WHAT IS EXPECTED -
Once you reach the line that holds "Map reading. Summarize" in the listing below, output it and every line after it through the line that holds "Read the map", word for word.

AVAILABLE RECORDS -

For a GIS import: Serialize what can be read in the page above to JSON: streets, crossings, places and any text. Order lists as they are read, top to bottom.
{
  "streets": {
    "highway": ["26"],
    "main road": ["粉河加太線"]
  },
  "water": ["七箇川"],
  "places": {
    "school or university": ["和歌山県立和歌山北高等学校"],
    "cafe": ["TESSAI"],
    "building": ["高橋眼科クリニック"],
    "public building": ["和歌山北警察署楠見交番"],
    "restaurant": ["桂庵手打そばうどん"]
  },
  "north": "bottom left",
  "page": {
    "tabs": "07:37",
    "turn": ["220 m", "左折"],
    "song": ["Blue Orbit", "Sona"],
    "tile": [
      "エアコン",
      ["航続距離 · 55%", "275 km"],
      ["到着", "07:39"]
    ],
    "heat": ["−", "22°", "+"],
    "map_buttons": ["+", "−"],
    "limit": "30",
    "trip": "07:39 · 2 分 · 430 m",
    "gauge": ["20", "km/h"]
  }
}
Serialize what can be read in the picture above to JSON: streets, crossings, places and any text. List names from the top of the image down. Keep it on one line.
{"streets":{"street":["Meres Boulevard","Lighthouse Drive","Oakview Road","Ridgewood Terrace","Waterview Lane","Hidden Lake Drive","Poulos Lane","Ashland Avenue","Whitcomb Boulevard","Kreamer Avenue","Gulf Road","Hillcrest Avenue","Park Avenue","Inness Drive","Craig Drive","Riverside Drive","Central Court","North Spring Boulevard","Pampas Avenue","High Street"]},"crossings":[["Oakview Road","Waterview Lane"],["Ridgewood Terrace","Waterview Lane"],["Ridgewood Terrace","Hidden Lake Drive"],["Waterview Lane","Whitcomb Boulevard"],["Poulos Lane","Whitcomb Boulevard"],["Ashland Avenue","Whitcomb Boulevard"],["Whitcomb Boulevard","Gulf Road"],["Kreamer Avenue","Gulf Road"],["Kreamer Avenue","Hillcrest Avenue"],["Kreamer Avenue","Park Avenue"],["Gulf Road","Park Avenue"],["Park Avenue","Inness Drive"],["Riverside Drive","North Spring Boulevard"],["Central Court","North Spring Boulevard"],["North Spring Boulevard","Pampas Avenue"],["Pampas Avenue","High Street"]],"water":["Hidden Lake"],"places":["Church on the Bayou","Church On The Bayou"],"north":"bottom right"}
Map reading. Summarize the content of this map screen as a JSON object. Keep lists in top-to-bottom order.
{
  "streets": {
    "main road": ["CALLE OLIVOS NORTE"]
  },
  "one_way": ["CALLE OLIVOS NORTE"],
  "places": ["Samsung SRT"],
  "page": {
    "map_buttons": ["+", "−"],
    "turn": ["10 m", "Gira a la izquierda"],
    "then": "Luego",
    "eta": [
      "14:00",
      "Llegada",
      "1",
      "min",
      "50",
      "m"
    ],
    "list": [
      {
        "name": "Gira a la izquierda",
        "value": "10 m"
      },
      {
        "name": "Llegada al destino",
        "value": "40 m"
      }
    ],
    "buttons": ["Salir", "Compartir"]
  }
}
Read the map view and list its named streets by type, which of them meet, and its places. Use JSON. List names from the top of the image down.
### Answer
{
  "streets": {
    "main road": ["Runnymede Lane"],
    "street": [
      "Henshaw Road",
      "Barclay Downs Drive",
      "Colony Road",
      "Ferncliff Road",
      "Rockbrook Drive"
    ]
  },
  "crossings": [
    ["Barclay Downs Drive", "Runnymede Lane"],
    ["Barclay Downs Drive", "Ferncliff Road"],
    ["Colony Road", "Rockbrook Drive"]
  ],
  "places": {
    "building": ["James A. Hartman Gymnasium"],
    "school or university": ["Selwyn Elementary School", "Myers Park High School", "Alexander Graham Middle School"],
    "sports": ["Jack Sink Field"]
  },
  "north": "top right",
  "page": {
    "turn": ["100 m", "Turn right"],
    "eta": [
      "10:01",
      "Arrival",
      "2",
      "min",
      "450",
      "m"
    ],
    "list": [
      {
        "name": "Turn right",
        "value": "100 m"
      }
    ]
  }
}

ANSWER BELOW -
Map reading. Summarize the content of this map screen as a JSON object. Keep lists in top-to-bottom order.
{
  "streets": {
    "main road": ["CALLE OLIVOS NORTE"]
  },
  "one_way": ["CALLE OLIVOS NORTE"],
  "places": ["Samsung SRT"],
  "page": {
    "map_buttons": ["+", "−"],
    "turn": ["10 m", "Gira a la izquierda"],
    "then": "Luego",
    "eta": [
      "14:00",
      "Llegada",
      "1",
      "min",
      "50",
      "m"
    ],
    "list": [
      {
        "name": "Gira a la izquierda",
        "value": "10 m"
      },
      {
        "name": "Llegada al destino",
        "value": "40 m"
      }
    ],
    "buttons": ["Salir", "Compartir"]
  }
}
Read the map view and list its named streets by type, which of them meet, and its places. Use JSON. List names from the top of the image down.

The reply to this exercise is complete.